Courage To Change
We asked a few local sober folks about the moment they decided they were done drinking and/or using drugs, and what they’re life is like now after making that decision.
BY PAULO MURILLO
“The last time I got loaded, I was severely beaten up by the police and I was just done. I couldn’t breathe; I had three broken ribs; my face was fucked up, and I had only been out of prison for a couple of days and ended up going back in. When I was in prison, I started reaching out to people who were trying to change their life, so for the three years I was incarcerated, I started doing 12-step work. My life is completely different today… It is so much better and I have so much peace and serenity that I can’t even define with words.”
—Tony Matthews, sober since September, 2012.
“I didn’t realize I had the disease of addiction. I had been [using] all day, every day for years, but I wanted something different, because I was in so much pain. My mom gave me two options: I could go to rehab, or I could die in the streets, so I went to rehab. I relapsed a few times, but the minute I realized I had this disease, I was terrified and I got very willing. [In sobriety] I didn’t know I could have this much peace and this much joy and authentic love and feeling connected to humanity and actually like myself. I have been given literally a life beyond my wildest dreams.”
—Carrie Hope Rogers, sober since November 2003.
“I decided to make a change when I realized about the illusion or delusion of what I thought the drugs and alcohol were going to do. That illusion would never come true, so the idea of going after it—that is the insanity. My life has greatly improved sober, but what I hold most dear to my heart is my spiritual experience and my daily ability to connect to this divinity… Through that spiritual connection I find my strength.”
—Nikas Jacksie, sober since December, 2014.
“I was in prison and I was still using. I got in trouble and they threw me in the hole. On the third day in the hole, I actually heard a voice asking me if I was ready to die. I remember saying, no, I don’t want to die, and that voice told me to change everything. In my life I’ve had a lot of what we call God shots and I never paid attention, but I heard this one. I decided I can’t use anymore… When I got out of prison, I ran into a friend who was four years sober and he took me to a 12-step meeting and that’s how I was able to maintain my sobriety. My life today is extraordinary.”

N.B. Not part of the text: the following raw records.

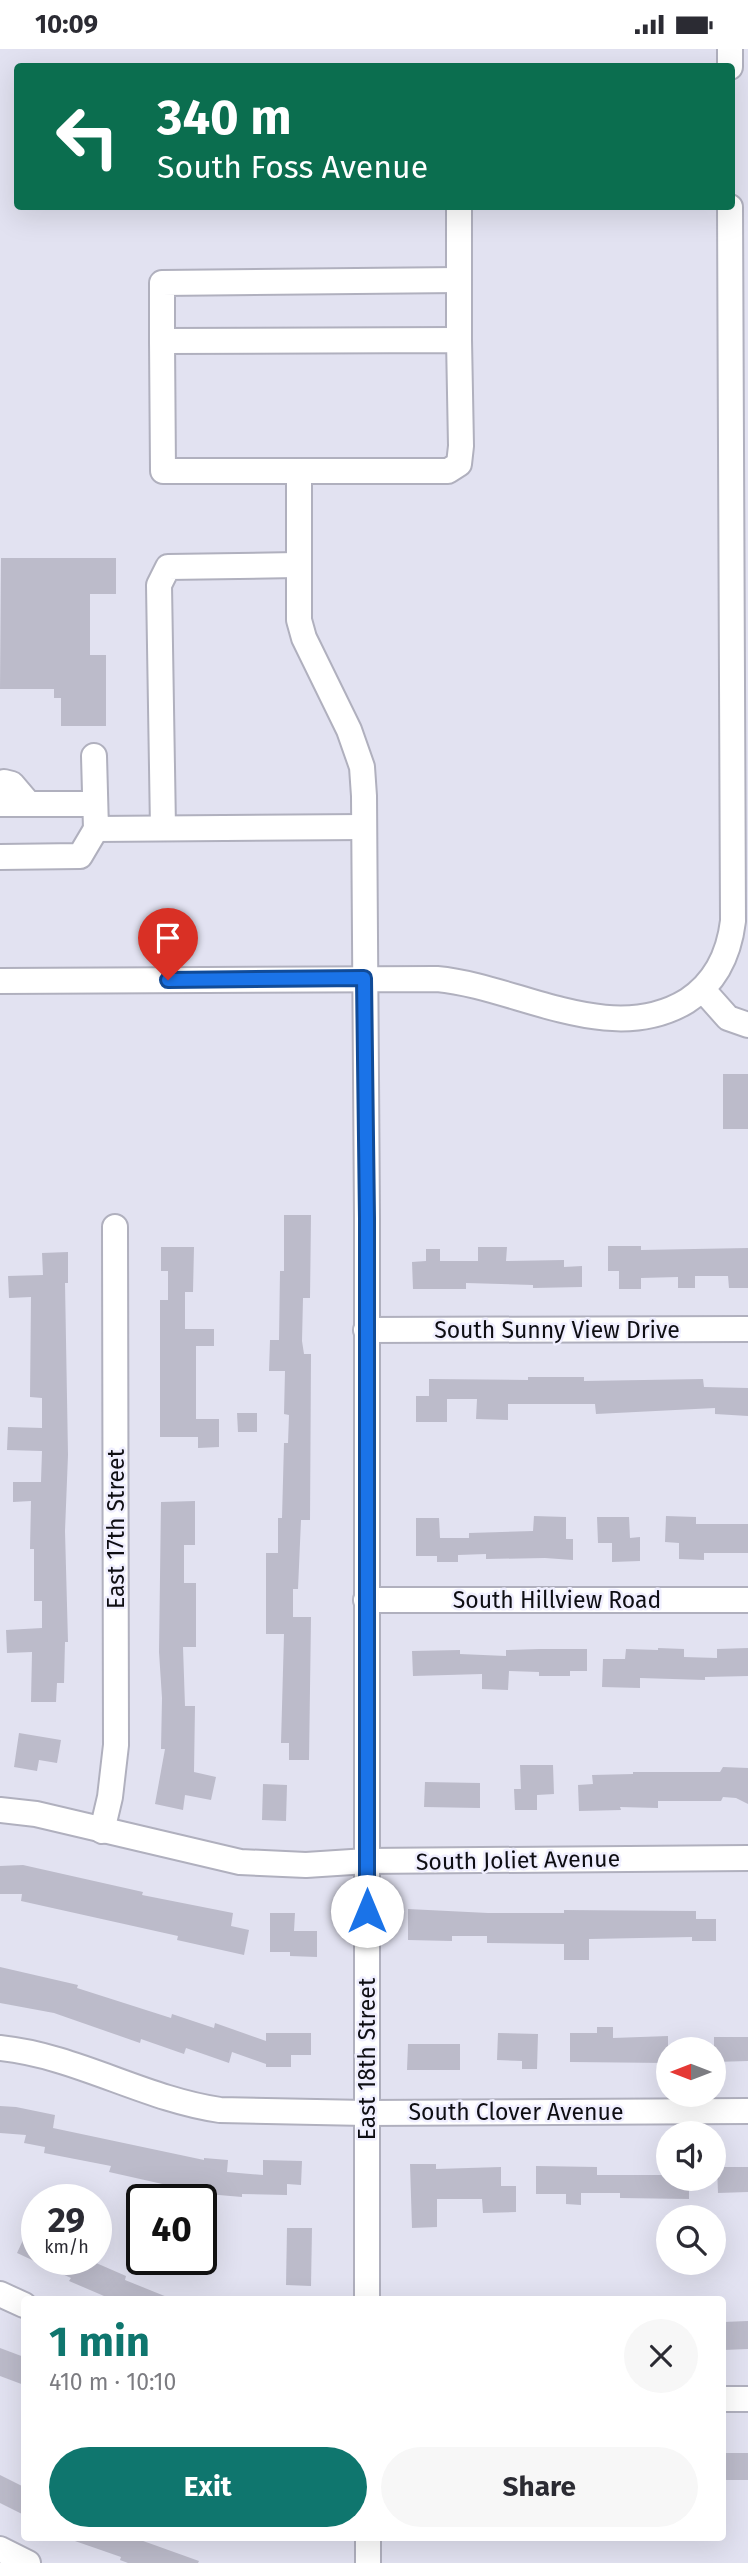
<!DOCTYPE html>
<meta charset="utf-8">
<style>
body{margin:0;font-family:"Fira Sans",sans-serif;background:#f7f7f7;color:#2b2b33;height:100vh;display:flex;flex-direction:column;font-size:26px;white-space:nowrap}
*{box-sizing:border-box;margin:0}
p{font-size:23px;color:#7c7c81}
.icon{flex:none;width:38px;height:38px;fill:none;stroke:currentColor;stroke-width:2;stroke-linecap:round;stroke-linejoin:round}
.map{position:relative;flex:1;overflow:hidden}
.side{position:absolute;left:21px;top:2247px;width:705px;height:245px;display:flex;flex-direction:column;background:#fff;border-radius:7px;box-shadow:0 7px 28px #0002}
.side>*{flex:none}
.banner{position:absolute;left:14px;top:14px;width:721px;height:147px;border-radius:7px;box-shadow:0 7px 28px #0002;background:#0b6e4f;color:#fff;overflow:hidden}
.needle{width:46px;rotate:270deg}
.controls{position:absolute;left:656px;top:1988px;display:grid;gap:14px}
.controls a{display:grid;place-items:center;width:70px;height:70px;border-radius:50%;background:#fff;box-shadow:0 7px 28px #0002;font-size:35px}
.speed{position:absolute;left:21px;top:2135px;display:flex;gap:14px;font-size:35px;font-weight:700;text-align:center}
.speed>*{display:grid;place-content:center;width:91px;height:91px;border-radius:50%;background:#fff;box-shadow:0 7px 28px #0002;line-height:1}
.speed small{font-size:18px;font-weight:400}
.speed .limit{border:4px solid #111;border-radius:10px;background:#fff;color:#111}
.pin{position:absolute;display:grid;place-items:center;width:60px;height:60px;color:#fff;margin:-72px -30px;border-radius:50% 50% 50% 0;rotate:-45deg;box-shadow:0 0 7px #0007}
.pin .icon{rotate:45deg}
.me{position:absolute;width:77px;margin:-38px;rotate:0deg;stroke-linejoin:round;filter:drop-shadow(0 0 5px #0008)}
.turn{display:flex;align-items:center;gap:24px;height:147px;padding:0 28px;font-size:32px}
.turn .icon{width:91px;height:91px;stroke-width:2.5}
.turn b{display:block;font-size:49px;line-height:60px}
.round{display:grid;place-items:center;flex:none;width:74px;height:74px;border-radius:37px;background:#f7f7f7}
.head{display:flex;align-items:center;justify-content:space-between;height:119px;padding:0 28px}
h1{font-size:42px;font-weight:700;line-height:52px;color:#0f766e}
.primary-button{display:flex;gap:14px;margin-top:auto;padding:14px 28px}
.primary-button a{flex:1;height:80px;border-radius:42px;background:#0f766e;color:#fff;font-size:28px;font-weight:700;line-height:80px;text-align:center}
.primary-button a+a{background:#f7f7f7;color:#2b2b33}
.status{display:flex;justify-content:space-between;align-items:center;height:49px;padding:0 35px;background:#fff;direction:ltr}
.status svg{height:19px;fill:currentColor}
.map>svg:first-child{display:block}
.building{fill:#bcbbca}
.lines{fill:none;stroke-linecap:round;stroke-linejoin:round}
.minor-casing{stroke:#b0b0be;stroke-width:28}
.minor{stroke:#fff;stroke-width:24}
.route-casing{stroke:#114b97;stroke-width:18}
.route{stroke:#1a73e8;stroke-width:12}
.labels{text-anchor:middle;stroke-width:5;stroke-linejoin:round;paint-order:stroke}
.street-label{font-size:23px;fill:#0e0e13;stroke:#f0efff}
</style>
<div class="status"><b>10:09</b><svg viewBox="0 0 49 12"><path d="M0 12V9h3v3zM5 12V6h3v6zM10 12V3h3v9zM15 12V0h3v12zM26 1h20v11H26zM47 4h2v5h-2z"/></svg></div>
<div class="map">
<svg width="748" height="2514" viewBox="0 0 748 2514">
<rect width="100%" height="100%" fill="#e2e2f1"/>
<g class="building">
<path d="M1,509H116V545H90V606H106V677H61V649H54V640H0Z"/>
<rect x="723" y="1025" width="25" height="55"/>
<path d="M284,1166H311L310,1249H303L302,1292L304,1305H311L310,1471H301L298,1540H293V1568H311L309,1711H289V1694H281L284,1585H266V1504H278V1469H282L284,1394H288L289,1366L284,1365L285,1322H269L270,1291H279L280,1222H284Z"/>
<path d="M608,1197H641V1201L748,1199V1239H729L728,1227H695V1239H678V1228L641,1229V1240H619V1222H608Z"/>
<path d="M161,1198H194L193,1243H185V1280H214V1297H196V1370H219V1398L198,1399V1388H160V1251H168V1222H161Z"/>
<path d="M478,1198H507L506,1212L564,1211V1218L582,1217V1238L533,1239V1236L466,1234V1240H413L412,1213L426,1212V1200H440V1212H478Z"/>
<path d="M68,1203V1234H65L68,1406L65,1482L68,1593H65L64,1634H57L56,1653H31L32,1603L7,1604L6,1581L42,1579V1552H34V1500H30L31,1452L13,1453V1433H41L42,1402L7,1401L8,1378L42,1379V1349L30,1348L31,1248L9,1249L8,1227L43,1226L42,1204Z"/>
<path d="M528,1328H584V1332L703,1330L704,1338L748,1339V1367L715,1365V1359L596,1365L595,1355H508V1371L476,1370L477,1350H447V1373H416V1347H429V1330L528,1331Z"/>
<path d="M237,1364H257V1383H238Z"/>
<path d="M195,1452V1496H184V1534H196V1598H183L185,1657H195L194,1723L216,1728L211,1751L185,1746L183,1761L155,1755L165,1700H161L162,1649L159,1603L161,1453Z"/>
<path d="M534,1467L566,1468V1490H573V1511L545,1509L486,1510V1505L458,1506V1513H437V1507H416V1469H439L440,1489H469V1484L533,1482Z"/>
<path d="M666,1467L696,1468V1475H748V1504H704V1511L679,1510V1494L665,1493Z"/>
<path d="M597,1468H629L630,1489L640,1488V1512L612,1513V1494H598Z"/>
<path d="M658,1599L684,1600V1608L717,1609V1600L748,1599V1627L705,1628V1631L640,1629V1639L602,1638L603,1610H625L626,1600L658,1601Z"/>
<path d="M539,1600H587V1622H570V1627H539V1623L509,1622L508,1641L482,1640V1625L413,1627L412,1602L460,1601V1605L506,1607V1601Z"/>
<path d="M19,1684L61,1691L57,1714L39,1711L37,1722L14,1718Z"/>
<path d="M520,1716H553L554,1745L537,1746V1761H515L514,1740H521Z"/>
<path d="M723,1718L748,1719V1755L736,1749L723,1748L721,1752H658V1759L620,1758L621,1761L579,1762L578,1736L593,1735L592,1726L633,1725V1723H720Z"/>
<path d="M425,1733L480,1734V1759L424,1758Z"/>
<path d="M263,1735L287,1736L286,1772L262,1771Z"/>
<path d="M23,1816L143,1843L142,1846L233,1864L231,1877L249,1881L244,1906L177,1891L178,1887L21,1852L22,1845H0V1817Z"/>
<path d="M408,1860L488,1864H564V1861L696,1862V1870H716V1892H692V1888L589,1890V1911H564V1895L487,1894V1887H452V1892L408,1891Z"/>
<path d="M270,1864H295L294,1882H317V1908L290,1907V1903H270Z"/>
<path d="M0,1918L78,1936L77,1939L171,1969L172,1965L214,1979L215,1974L266,1992V1984H311V2006H291V2018H266V2015L232,2003L229,2014L186,1999L184,2005L141,1990L140,1994L54,1964L0,1954Z"/>
<path d="M597,1978H613V1989L668,1987V2014L570,2013V1984H597Z"/>
<path d="M498,1984L538,1985L537,2020H522V2012L497,2011Z"/>
<path d="M714,1988H748V2012L714,2013Z"/>
<path d="M408,1995H460V2021H407Z"/>
<path d="M0,2057L16,2058L55,2066L53,2079L204,2111V2109L228,2111L227,2123L263,2126V2111L302,2112L301,2136L287,2135V2146L242,2145V2148L207,2145L109,2123L111,2117L44,2104L45,2098L24,2094L26,2086L0,2084Z"/>
<path d="M410,2115H436V2120L501,2118V2137H516V2163L483,2164L482,2150H437V2178L412,2179Z"/>
<path d="M536,2117L597,2118V2126H668V2130H689V2150L620,2149V2144H581V2156L566,2155V2145H536Z"/>
<path d="M717,2118H748V2143L718,2144Z"/>
<path d="M37,2161V2210H87L126,2227L125,2231L172,2250H111L69,2232L71,2229L17,2204Z"/>
<path d="M287,2179H312L311,2237L286,2236Z"/>
<path d="M748,2272V2300L723,2301V2273Z"/>
<path d="M0,2299L24,2308V2336L0,2327Z"/>
<rect x="723" y="2404" width="25" height="27"/>
<path d="M0,2426L24,2438V2466L0,2454Z"/>
<path d="M72,2488H132L199,2512L198,2514H128L120,2511L121,2508L72,2491Z"/>
</g>
<g class="lines">
<defs>
<g id="minor">
<path d="M730,0V18"/>
<path d="M459,158V291"/>
<path d="M459,291L461,397L459,415L448,422H163L162,292Z"/>
<path d="M162,292V234L459,231"/>
<path d="M299,423V571L304,589L349,681L362,718L364,747L367,1169V2250"/>
<path d="M94,707L96,780L364,778"/>
<path d="M4,733L12,735L29,755"/>
<path d="M0,755H93"/>
<path d="M163,779L159,536L168,518L297,516"/>
<path d="M0,808L80,807L96,780"/>
<path d="M0,932L437,930C516,937 610,999 687,952C715,934 729,905 733,872L730,158"/>
<path d="M704,942L728,969L748,976"/>
<path d="M366,1281L748,1280"/>
<path d="M366,1551H748"/>
<path d="M0,1761L36,1765L240,1813L306,1816L367,1812L748,1809"/>
<path d="M102,1782L110,1748L116,1696L115,1178"/>
<path d="M0,1999C77,2007 144,2050 220,2061L366,2064L748,2062"/>
<path d="M0,2245L24,2256"/>
<path d="M723,2350H748"/>
<path d="M368,2488V2514"/>
<path d="M0,2500L28,2514"/>
</g>
</defs>
<use href="#minor" class="minor-casing"/>
<use href="#minor" class="minor"/>
</g>
<g class="lines">
<defs>
<path id="route" d="M168,931L364,929L367,1169V1862"/>
</defs>
<use href="#route" class="route-casing"/>
<use href="#route" class="route"/>
</g>
<g class="labels">
<g class="street-label">
<text x="557" y="1289">South Sunny View Drive</text>
<text transform="translate(116 1480) rotate(-90)" y="8">East 17th Street</text>
<text x="557" y="1559">South Hillview Road</text>
<text transform="translate(518 1811) rotate(-1)" y="8">South Joliet Avenue</text>
<text transform="translate(367 2010) rotate(-90)" y="8">East 18th Street</text>
<text x="516" y="2071">South Clover Avenue</text>
</g>
</g>
</svg>
<div class="controls">
<a><svg class="needle" viewBox="-14 -14 28 28"><path d="M0-13l5 13h-10z" fill="#e53935"/><path d="M0 13l5-13h-10z" fill="#7c7c81"/></svg></a>
<a><svg class="icon" aria-label="sound" viewBox="0 0 24 24"><path d="M4 9h4l5-4v14l-5-4H4zM17 9q2 3 0 6"/></svg></a>
<a><svg class="icon" aria-label="search" viewBox="0 0 24 24"><circle cx="10" cy="10" r="6"/><path d="M15 15l6 6"/></svg></a>
</div>
<div class="speed"><div>29<small>km/h</small></div><div class="limit">40</div></div>
<div class="pin" style="left:168px;top:931px;background:#d93025"><svg class="icon" aria-label="arrive" viewBox="0 0 24 24"><path d="M6 21V4h12l-3 4 3 4H6"/></svg></div>
<svg class="me" style="left:367px;top:1862px" viewBox="-20 -20 40 40"><circle r="19" fill="#fff"/><path d="M0-13L10 11 0 6-10 11z" fill="#1a73e8"/></svg>
<div class="banner">
<div class="turn"><svg class="icon" aria-label="left" viewBox="0 0 24 24"><path d="M17 20v-9H6M10 6l-5 5 5 5"/></svg><div><b>340 m</b>South Foss Avenue</div></div>
</div>
<section class="side">
<div class="head"><div><h1>1 min</h1><p>410 m · 10:10</p></div><a class="round"><svg class="icon" aria-label="close" viewBox="0 0 24 24"><path d="M6 6l12 12M18 6L6 18"/></svg></a></div>
<div class="primary-button"><a>Exit</a><a>Share</a></div>
</section>
</div>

—Marc Rabins, sober since January, 1995.
“Time and time again, it just got worse and worse. I recently went out and once again, I thought I could try a different formula and that formula is always something I think I can control and make work and it—like other formulas I’ve tried in the past—did not work. It was ridiculous. I had to stop. My life absolutely improved in sobriety. In my drinking and using, the things that are supposed be important, become unimportant. Now I actually have motivation to do things and make changes.”
—Aaron Ross, sober since February, 2015.